The problem with the Treasury analysis is that it only makes use of 11 observations, when they could have used 19 observations. The table below shows the data they could have used relative to the data they did use.

There is no obvious reason why those countries should have been excluded. The Treasury sample isn’t just advanced economies and isn’t just resource rich economies. What is the effect of using the truncated sample? First I show the graph as per the Treasury sample and then I show the graph as per the full sample.

As the Treasury suggests the slope coefficient of the line of best fit is statistically significantly different from zero with a t = 3.3. That is what Possum finds, that is what I find.

This is the graph making use of the full dataset.

The slope coefficients are positive in both cases. The t-stat for the slope coefficient for the full data set, however, is 0.50 well below the generally accepted levels for a t-stat to indicate statistical significance. In layman terms the slope coefficient is not statistically significantly different from zero and we cannot conclude that there is a relationship between the size of stimulus packages and the forecast error. To emphasise the difference between the results for the Treasury analysis on the truncated sample and the full sample, I reproduce the two lines of best fit together in the graph below.

What I’ve done is take the regression equations from the two graphs and then substituted x values into them from 0.5 to 4 at 0.5 intervals. I then plotted the lines. There is a huge difference between the two – especially for the three economies (Australia, China and Korea) that Treasury nominate as having had early and large stimulus packages.

So far the discussion has been about the potential for outliers to confound the analysis and so on. But before we get to that, we should be looking at the data sample. The IMF reported data for 19 of the G20 economies, and Treasury have used a sub-sample of those economies in their analysis. If there is a good reason for having done so, they need to tell us.

Update: Lurkers email to ask why this is being released today – these are the workings for Hey, what did I miss? If you don’t already have one, get an email subscription.
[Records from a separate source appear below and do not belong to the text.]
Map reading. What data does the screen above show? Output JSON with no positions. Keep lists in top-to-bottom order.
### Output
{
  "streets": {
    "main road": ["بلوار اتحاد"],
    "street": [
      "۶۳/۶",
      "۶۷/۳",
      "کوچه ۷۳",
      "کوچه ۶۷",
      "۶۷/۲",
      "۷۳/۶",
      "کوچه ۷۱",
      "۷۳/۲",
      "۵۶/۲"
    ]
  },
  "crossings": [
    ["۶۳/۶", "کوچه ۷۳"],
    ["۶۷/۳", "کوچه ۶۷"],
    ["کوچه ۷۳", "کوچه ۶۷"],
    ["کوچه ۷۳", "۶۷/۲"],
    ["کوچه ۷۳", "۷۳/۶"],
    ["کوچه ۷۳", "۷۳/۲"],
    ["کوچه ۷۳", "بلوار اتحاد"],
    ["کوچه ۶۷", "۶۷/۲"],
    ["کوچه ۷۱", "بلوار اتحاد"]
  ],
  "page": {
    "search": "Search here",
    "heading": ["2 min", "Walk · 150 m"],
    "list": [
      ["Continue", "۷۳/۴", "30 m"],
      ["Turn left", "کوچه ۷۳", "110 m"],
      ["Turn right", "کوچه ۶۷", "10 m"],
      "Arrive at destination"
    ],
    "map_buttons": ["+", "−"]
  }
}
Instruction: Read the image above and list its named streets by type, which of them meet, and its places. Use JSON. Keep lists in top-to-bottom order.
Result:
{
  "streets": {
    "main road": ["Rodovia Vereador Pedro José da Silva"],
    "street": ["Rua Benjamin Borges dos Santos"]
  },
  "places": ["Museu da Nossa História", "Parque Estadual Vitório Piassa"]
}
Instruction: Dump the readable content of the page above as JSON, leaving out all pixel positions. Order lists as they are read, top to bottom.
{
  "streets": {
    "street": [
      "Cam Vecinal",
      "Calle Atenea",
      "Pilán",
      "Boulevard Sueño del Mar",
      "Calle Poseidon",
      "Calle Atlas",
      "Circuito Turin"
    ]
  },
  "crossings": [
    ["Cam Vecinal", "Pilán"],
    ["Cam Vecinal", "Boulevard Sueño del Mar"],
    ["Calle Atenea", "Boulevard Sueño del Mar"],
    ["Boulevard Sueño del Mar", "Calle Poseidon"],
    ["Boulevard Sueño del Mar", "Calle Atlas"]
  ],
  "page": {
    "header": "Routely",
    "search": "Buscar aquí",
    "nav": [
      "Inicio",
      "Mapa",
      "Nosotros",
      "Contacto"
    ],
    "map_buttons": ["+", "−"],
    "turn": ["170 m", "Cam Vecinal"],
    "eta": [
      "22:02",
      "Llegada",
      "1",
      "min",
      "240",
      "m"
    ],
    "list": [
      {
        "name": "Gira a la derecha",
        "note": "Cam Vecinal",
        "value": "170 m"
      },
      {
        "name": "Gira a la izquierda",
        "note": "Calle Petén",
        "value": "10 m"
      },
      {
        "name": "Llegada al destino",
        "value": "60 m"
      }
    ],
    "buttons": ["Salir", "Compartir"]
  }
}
  1. I said my piece at looking behind the unemloyment figures here:


    The risk is that we face hysteresis in labour markets that may inhibit our growth – (and budget forecasts)!

  2. daddy dave says:

    So they cherry-picked 11 data points that fitted the trend, and threw out the other data points that didn’t fit the trend.
    It’s fucking outrageous. That’s no different to just outright lying. It’s the same as just making the data up.

  3. asf says:

    Possum should give up on the statistical analysis. Whoever gave him that EViews licence has a lot to answer for.

    Mighty brave of him to publish the regression output and then claim the results are meaningful.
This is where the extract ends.